Q: Dr. Eppley, I’m a young male hoping to get some advice from you on a secondary genioplasty. I really respect your work and blog and appreciate you taking the time to inform the public on so many medical topics.
I’ve had a short chin growing up and by the time I was 21, I had saved enough to undergo a sliding genioplasty. The operation improved my profile by a mile. I wasn’t 100% happy with it but I could live with it, you know.

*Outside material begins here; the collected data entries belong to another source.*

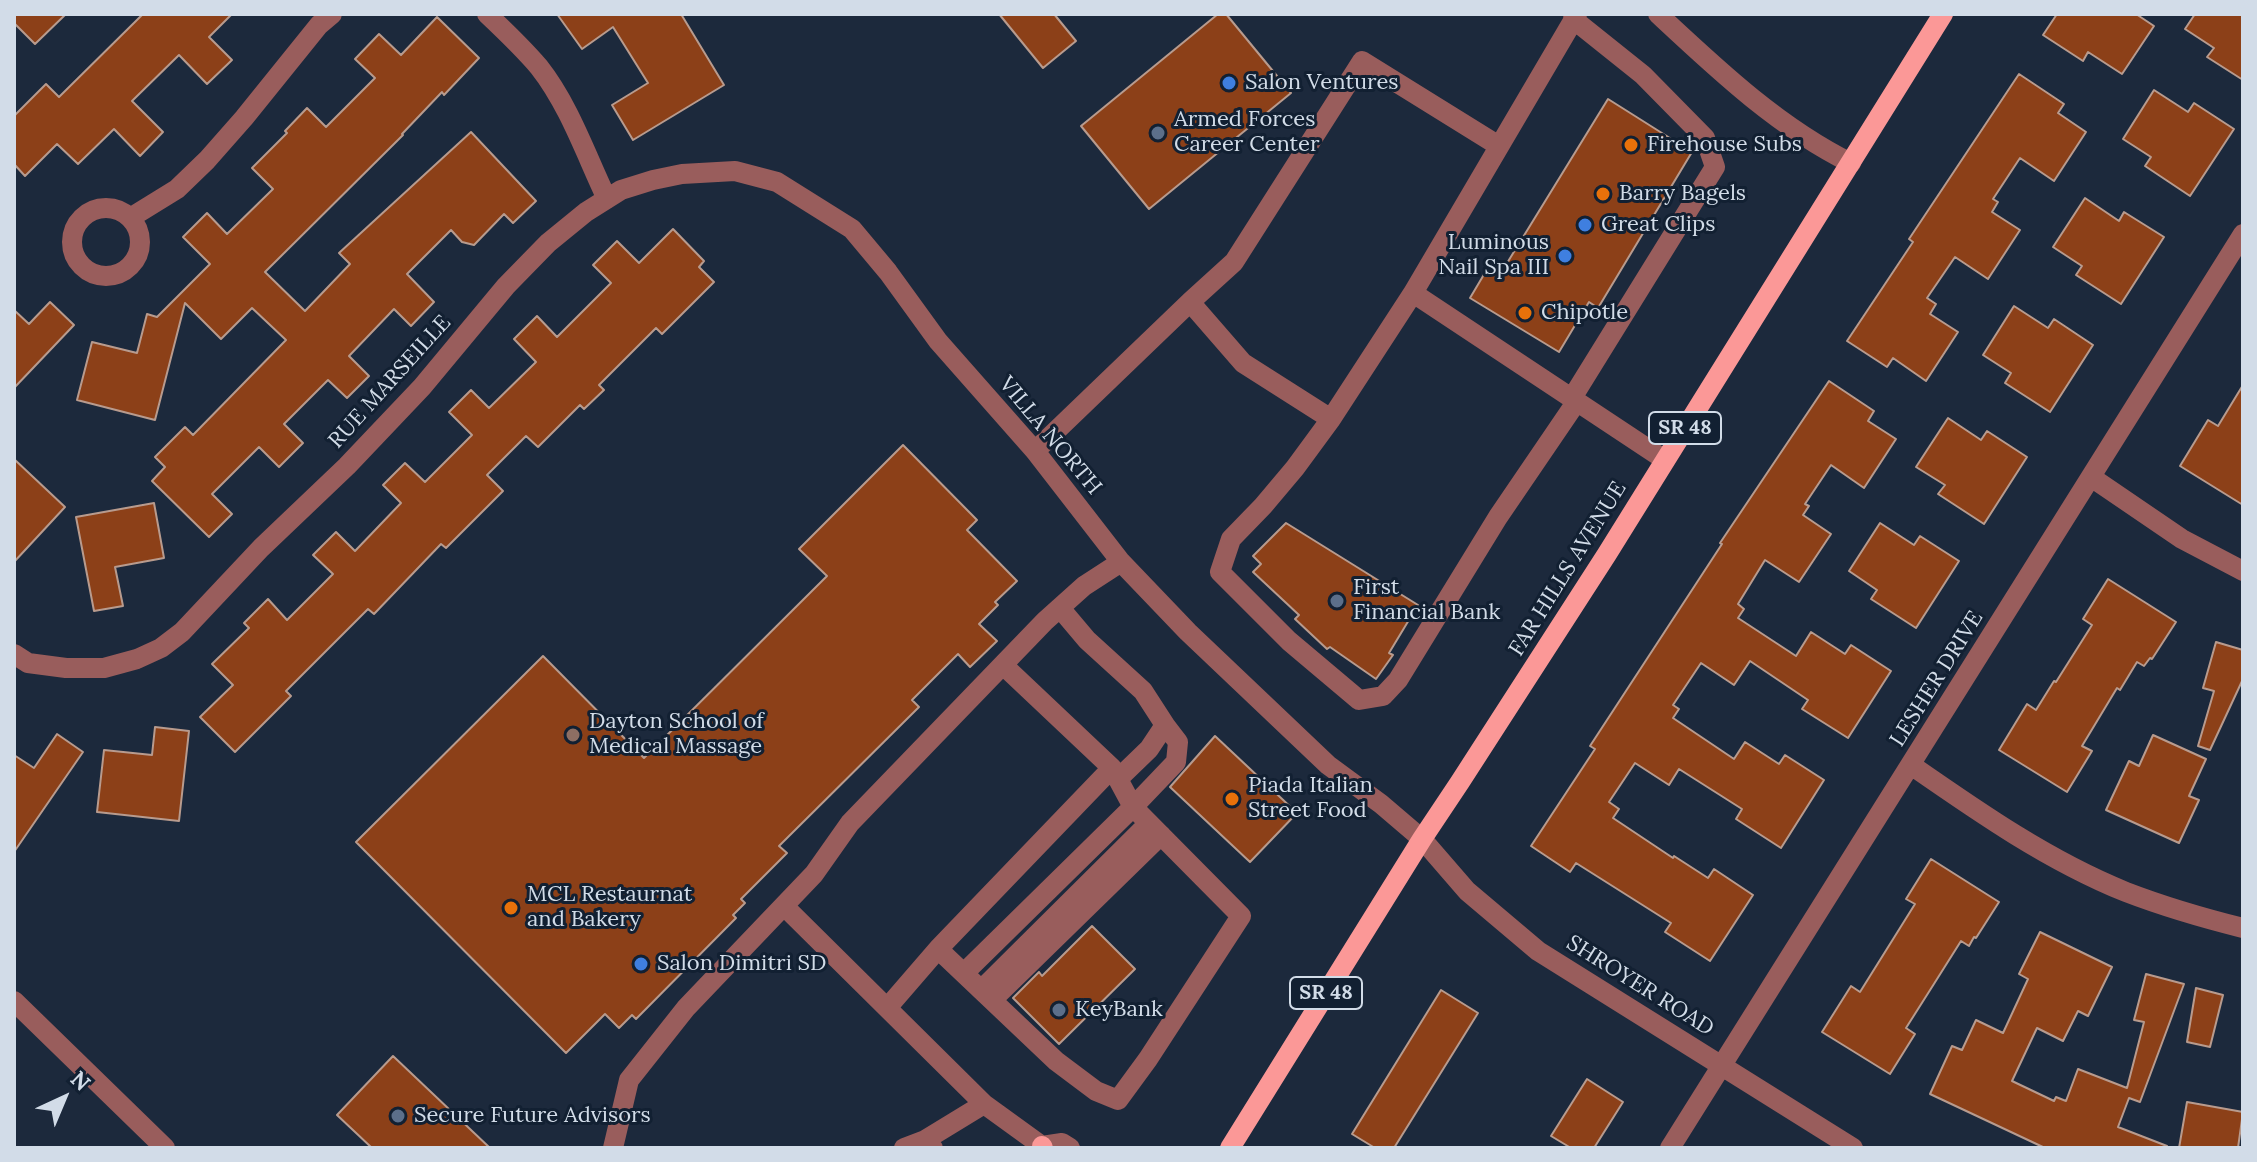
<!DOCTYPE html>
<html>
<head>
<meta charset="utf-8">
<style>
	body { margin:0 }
	#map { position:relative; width:2257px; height:1162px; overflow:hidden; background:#1c293c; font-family:Lora,serif }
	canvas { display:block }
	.frame { position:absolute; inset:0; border:16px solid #d2dce8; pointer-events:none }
	.north { position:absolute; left:24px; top:1058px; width:80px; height:80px; -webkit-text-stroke:6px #122032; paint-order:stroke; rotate:44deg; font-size:22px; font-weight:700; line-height:32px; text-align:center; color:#d2dce8 }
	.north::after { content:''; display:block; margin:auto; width:28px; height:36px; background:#d2dce8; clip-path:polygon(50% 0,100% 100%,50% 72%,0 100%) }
</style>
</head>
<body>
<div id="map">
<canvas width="2257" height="1162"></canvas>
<div class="frame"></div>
<div class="north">N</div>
</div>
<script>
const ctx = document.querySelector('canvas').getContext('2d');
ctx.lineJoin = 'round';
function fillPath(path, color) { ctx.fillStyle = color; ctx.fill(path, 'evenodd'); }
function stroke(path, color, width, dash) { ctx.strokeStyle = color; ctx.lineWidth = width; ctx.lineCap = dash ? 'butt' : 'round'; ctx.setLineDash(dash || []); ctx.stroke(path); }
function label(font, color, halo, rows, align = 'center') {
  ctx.font = font + ' Lora,serif'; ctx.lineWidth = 6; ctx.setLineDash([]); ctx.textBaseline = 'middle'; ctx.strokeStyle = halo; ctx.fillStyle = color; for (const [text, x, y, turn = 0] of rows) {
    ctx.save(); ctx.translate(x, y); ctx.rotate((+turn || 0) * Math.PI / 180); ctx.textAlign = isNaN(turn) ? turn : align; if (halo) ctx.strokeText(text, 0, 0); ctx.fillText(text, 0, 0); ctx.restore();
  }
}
const building = new Path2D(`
	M14,14h52l-31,30 -21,-21z
	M143,14h89l-23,23 23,23 -25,24 -28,-29 -47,46 31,31 -23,24 -26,-27 -36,35 -21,-20 -32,32 -11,-12v-48l32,-32 13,13z
	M557,14h124l43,71 -91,55 -21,-35 36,-22 -35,-56 -31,22z
	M999,14h55l22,27 -33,27z
	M1218,14h8l65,79 -142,116 -68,-83z
	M2057,14h79l18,12 -32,48 -34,-22 -5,9 -40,-26z
	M2195,14h48v66l-36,-23 7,-9 -29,-19z
	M437,17l42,41 -35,37 -2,-3 -40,42 1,1 -138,137 40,39 45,-47 -11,-11 132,-121 65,69 -23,22 -9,-9 -30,31 -12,-3 -11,-12 -44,44 27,28 -23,24 -17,-17 -45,47 20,20 -22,22 -19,-18 -44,44 19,19 -24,24 -20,-20 -47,47 20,20 -23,23 -57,-56 13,-14 -10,-10 30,-30 8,8 93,-95 -34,-32 -31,31 -36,-36 -30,117 -78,-20 15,-58 45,11 10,-39 10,3 53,-53 -27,-27 24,-24 20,21 46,-45 -21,-21 35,-35 -2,-2 22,-23 19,19 49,-49 -20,-19 24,-25 22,21z
	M2019,74l45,30 -6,9 28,19 -32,49 -34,-23 -27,41 5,3 -6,10 28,18 -32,49 -33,-22 -28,41 9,6 -6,10 28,18 -32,49 -33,-23 -6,9 -40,-26 66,-99 -4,-3z
	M2154,90l34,22 6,-9 40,26 -44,67 -45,-30 6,-9 -28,-18z
	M1608,99l84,53 -94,156 -9,-6 -30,50 -89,-54 22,-37 12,7z
	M2085,198l34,23 5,-9 40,25 -43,67 -45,-29 6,-9 -29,-19z
	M673,229l31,32 -5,6 15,15 -52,52 -6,-6 -57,57 5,5 -20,19 -4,-4 -42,42 -12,-11 -39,39 16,16 -57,57 -5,-4 -67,70 -6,-5 -82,82 5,5 -56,56 -35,-35 33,-32 -21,-21 37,-36 -5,-5 24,-24 19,21 46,-46 -20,-19 23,-23 19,19 46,-48 -18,-18 22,-22 20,19 47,-47 -23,-23 22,-22 18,18 47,-46 -22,-23 23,-23 20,21 54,-54 -18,-18 24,-24 22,22z
	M50,302l24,23 -60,63v-78l15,14z
	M2014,306l34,22 6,-9 39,26 -43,67 -45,-29 6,-10 -28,-18z
	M1829,381l45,30 -6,10 28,18 -32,49 -33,-23 -26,39 4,2 -6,9 28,19 -32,48 -34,-22 -27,44 6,5 -6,9 58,38 15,-24 34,22 6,-9 40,26 -43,67 -46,-29 6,-9 -58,-39 -16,24 -33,-22 -28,42 6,4 -6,9 61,41 11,-17 34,22 6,-9 39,25 -43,68 -45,-29 6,-10 -63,-40 -10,16 -34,-22 -26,39 10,7 -6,9 60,40 1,-2 34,22 6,-9 39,26 -43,66 -45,-29 6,-9 -95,-60 -6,9 -39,-26 64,-97 -5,-3 132,-202 -2,-1z
	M2243,385v120l-63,-39 28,-46 10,6z
	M1948,418l33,22 6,-9 40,26 -43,67 -46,-30 7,-9 -29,-18z
	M903,445l74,75 -10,10 50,51 -22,21 3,3 -19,19 18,17 -27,26 -12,-13 -46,46 7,7 -140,139 8,7 -46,46 4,4 -12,12 3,3 -100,101 -4,-4 -13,13 -14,-14 -39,39 -210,-211 187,-186 101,102 183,-182 -28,-27z
	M14,459l51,48 -51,55z
	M154,503l10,55 -49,9 8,39 -29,5 -18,-94z
	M1286,523l132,82 -29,48 4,2 -17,24 -46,-32 -3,2 -32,-30 4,-4 -46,-43 8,-8 -8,-8z
	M1880,523l34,22 6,-9 39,25 -43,67 -45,-29 6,-9 -28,-19z
	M2108,579l68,43 -24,37 -2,-1 -6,8 -7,-4 -17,28 -3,-2 -35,58 10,5 -25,41 -68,-42 28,-46 9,6 18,-29 2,1 36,-57 -9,-6z
	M2216,642l27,8v29l-33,71 -12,-4 16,-55 -11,-3z
	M155,727l34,4 -10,90 -82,-9 7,-62 48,5z
	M57,734l26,18 -69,100v-97l20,13z
	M2153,735l53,24 -17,37 10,4 -20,43 -73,-33 23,-49 10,5z
	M1215,736l82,77 -47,49 -80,-75z
	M1931,859l68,43 -23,36 -2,-1 -5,9 -8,-5 -29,46 -26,41 9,6 -25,40 -68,-42 29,-46 9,6 55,-88 -9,-5z
	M1092,926l43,43 -76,75 -46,-46 26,-26 3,4z
	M2040,932l72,35 -24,49 -10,-5 -15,30 -26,-13 -25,53 42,20 2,-4 10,4 12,-32 49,19 17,-66 -10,-2 12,-46 38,10 -44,118 -11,-4 -11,29 49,19v2h-122l-115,-54 22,-48 10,4 14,-30 27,13 25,-54 -9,-5z
	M2196,988l27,7 -13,52 -23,-5z
	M1441,990l37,23 -84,135h-19l-23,-14z
	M393,1056l97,92h-118l-35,-33z
	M1587,1079l36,23 -29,46h-23l-20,-12z
	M2187,1102l56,10 -5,36h-59z`);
const minor = new Path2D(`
	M487,14c18,17 36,34 52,53 30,38 47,88 68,132
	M1577,14l-164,279 252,167
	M1658,14c59,55 120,113 193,149
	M72 242a34 34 0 1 1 68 0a34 34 0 1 1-68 0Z
	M130,218l47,-29 30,-29 37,-42 75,-93 13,-11
	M1190,302l44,-40 128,-201 137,85
	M1572,398l143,-231 -10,-29 -62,-63 -70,-56
	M1331,419l-36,49 -32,38 -32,33 -11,33 69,69 70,59 24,-4 15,-16 100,-163 79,-116
	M1035,451l155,-149 53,61 88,56 82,-126
	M2091,477l91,62 61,32
	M1060,608l27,32 56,51 22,34 -16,24 -30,29
	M14,654l14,9 38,5h38l33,-9 24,-11 21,-16 79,-84 86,-82 75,-79 84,-101 42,-43 38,-31 35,-22 32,-10 29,-6 53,-3 42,11 75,47 36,43 50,69 97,110 86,111 67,70 140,133 53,39 41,35 45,52 71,60 315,197
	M1911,765c69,48 138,96 215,127 39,15 77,26 117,36
	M784,906l200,198 58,42 20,-3 8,5
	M938,949l174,-181
	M964,973l169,-166 43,-45 2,-20 -13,-17
	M981,990l168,-167
	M992,1000l169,-165
	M14,1001l151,147
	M887,1008l51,-59 118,112 40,30 22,9 30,-41 93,-143 -108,-109 -21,-39 -109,-103
	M613,1148l16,-68 57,-72 128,-134 36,-51 195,-202 39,-35 37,-24
	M904,1148l21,-8
	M933,1148l-8,-8 59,-36
	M1670,1148l573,-914`);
const major = new Path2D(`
	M1042,1146l1,2
	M1230,1148l192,-309 38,-57 147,-228 336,-540`);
const markers = [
	[1229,83,8,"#3f7fe0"],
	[1158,133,8,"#5c6f8a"],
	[1631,145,8,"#e8710a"],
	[1603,194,8,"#e8710a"],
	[1585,225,8,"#3f7fe0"],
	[1565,256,8,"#3f7fe0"],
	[1525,313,8,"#e8710a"],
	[1337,601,8,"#5c6f8a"],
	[573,735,8,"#8d6e63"],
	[1232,799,8,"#e8710a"],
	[511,908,8,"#e8710a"],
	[641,964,8,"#3f7fe0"],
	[1059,1010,8,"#5c6f8a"],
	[398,1116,8,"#5c6f8a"]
];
const shields = [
	[1685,428,72],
	[1326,993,72]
];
const shieldNames = [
	["SR 48",1685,428],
	["SR 48",1326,993]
];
const poiNames = [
	["Salon Ventures",1245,83],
	["Armed Forces",1174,120],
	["Career Center",1174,145],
	["Firehouse Subs",1647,145],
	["Barry Bagels",1619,194],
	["Great Clips",1601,225],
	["Luminous",1549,243,"right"],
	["Nail Spa III",1549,268,"right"],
	["Chipotle",1541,313],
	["First",1353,588],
	["Financial Bank",1353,613],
	["Dayton School of",589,722],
	["Medical Massage",589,747],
	["Piada Italian",1248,786],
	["Street Food",1248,811],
	["MCL Restaurnat",527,895],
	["and Bakery",527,920],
	["Salon Dimitri SD",657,964],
	["KeyBank",1075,1010],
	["Secure Future Advisors",414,1116]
];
const streetNames = [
	["RUE MARSEILLE",390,382,-48],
	["VILLA NORTH",1050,436,50],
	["FAR HILLS AVENUE",1568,569,-58],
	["LESHER DRIVE",1937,679,-58],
	["SHROYER ROAD",1640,986,32]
];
fillPath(building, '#8c4018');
stroke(building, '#b89b8e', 2);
stroke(minor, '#995d5c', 20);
stroke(major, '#fb9897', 20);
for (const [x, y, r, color] of markers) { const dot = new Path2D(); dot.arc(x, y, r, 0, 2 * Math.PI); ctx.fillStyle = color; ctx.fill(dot); stroke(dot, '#122032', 3); }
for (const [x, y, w] of shields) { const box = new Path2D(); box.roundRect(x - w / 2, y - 16, w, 32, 6); ctx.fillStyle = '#122032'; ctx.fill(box); stroke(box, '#d2dce8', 2); }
label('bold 20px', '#d2dce8', null, shieldNames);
label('22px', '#d2dce8', '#122032', poiNames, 'left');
label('22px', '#d2dce8', '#122032', streetNames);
</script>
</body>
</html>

It’s been almost a year now, and I’ve lost a couple of pounds. I’ve lost some fat around the face and jaw and now I’m realizing that my chin is a lot narrower than I thought it was. I think the extra chub around my face was hiding the bony narrowness of the chin.
Now, I’m looking at this as a chance to undergo a secondary sliding genioplasty to maybe increase projection by just a couple more mm and widen the chin by maybe 6mm or so, so it isn’t as narrow.
I would like to stay away from implants and a submental approach wouldn’t work for me anyway. If I had to place an implant intraorally, I would much rather prefer just going through with a bony augmentation. Anyhow, I hope you can provide a response to my next questions as it would really easy the mind.
(1) Would it be safe to recut the mentalis muscle with a secondary sliding genioplasty and what are the risks? I know I shouldn’t be scarring the mentalis muscle if I can prevent it, but I would like further aesthetic improvement. I think I was one of the lucky ones to have no apparent aesthetic issues with my tissue and muscle after my surgery.
(2) My main worries are lip sagging, chin dimpling at rest, or mentalis muscle contracture. Am I at risk of this if I undergo a secondary procedure with the movements I am hoping for?
(3) If I were to widen my chin, logically there is excess bones at the side. Would this be palpable or can they be camouflaged with bone cement so it blends in with the jawline, instead of being burred down?
A: In answer to your secondary genioplasty questions:
1) The ideal and assisted method of changing the width of your chin would be a custom made implant to do it placed through an intraoral approach. This avoids a lot of potential contour problems from trying to make the chin bone do something that it can not do well. (widen the chin) It is the one dimensional change in a sliding genioplasty that the procedure does not do well because of the step-off created behind the wing and its widening effect will not flow evenly back along into the jawline.
2) That being said, a secondary genioplasty can be done to both bring it forward and widen the chin. While there is always a risk of some mentalis muscle or lower lip issues every time you do an intraoral approach, that seems to be more often caused by a technical issue not an inherent or inevitable part of the procedure.
3) In widening the chin with a sliding genioplasty it is important to angle the opening of the midline cut so that the side winds are placed more inward, this avoiding a major palpable step off. Bone cements are very difficult to make work inside a limited soft tissue tunnel. Such access does not favor their working properties.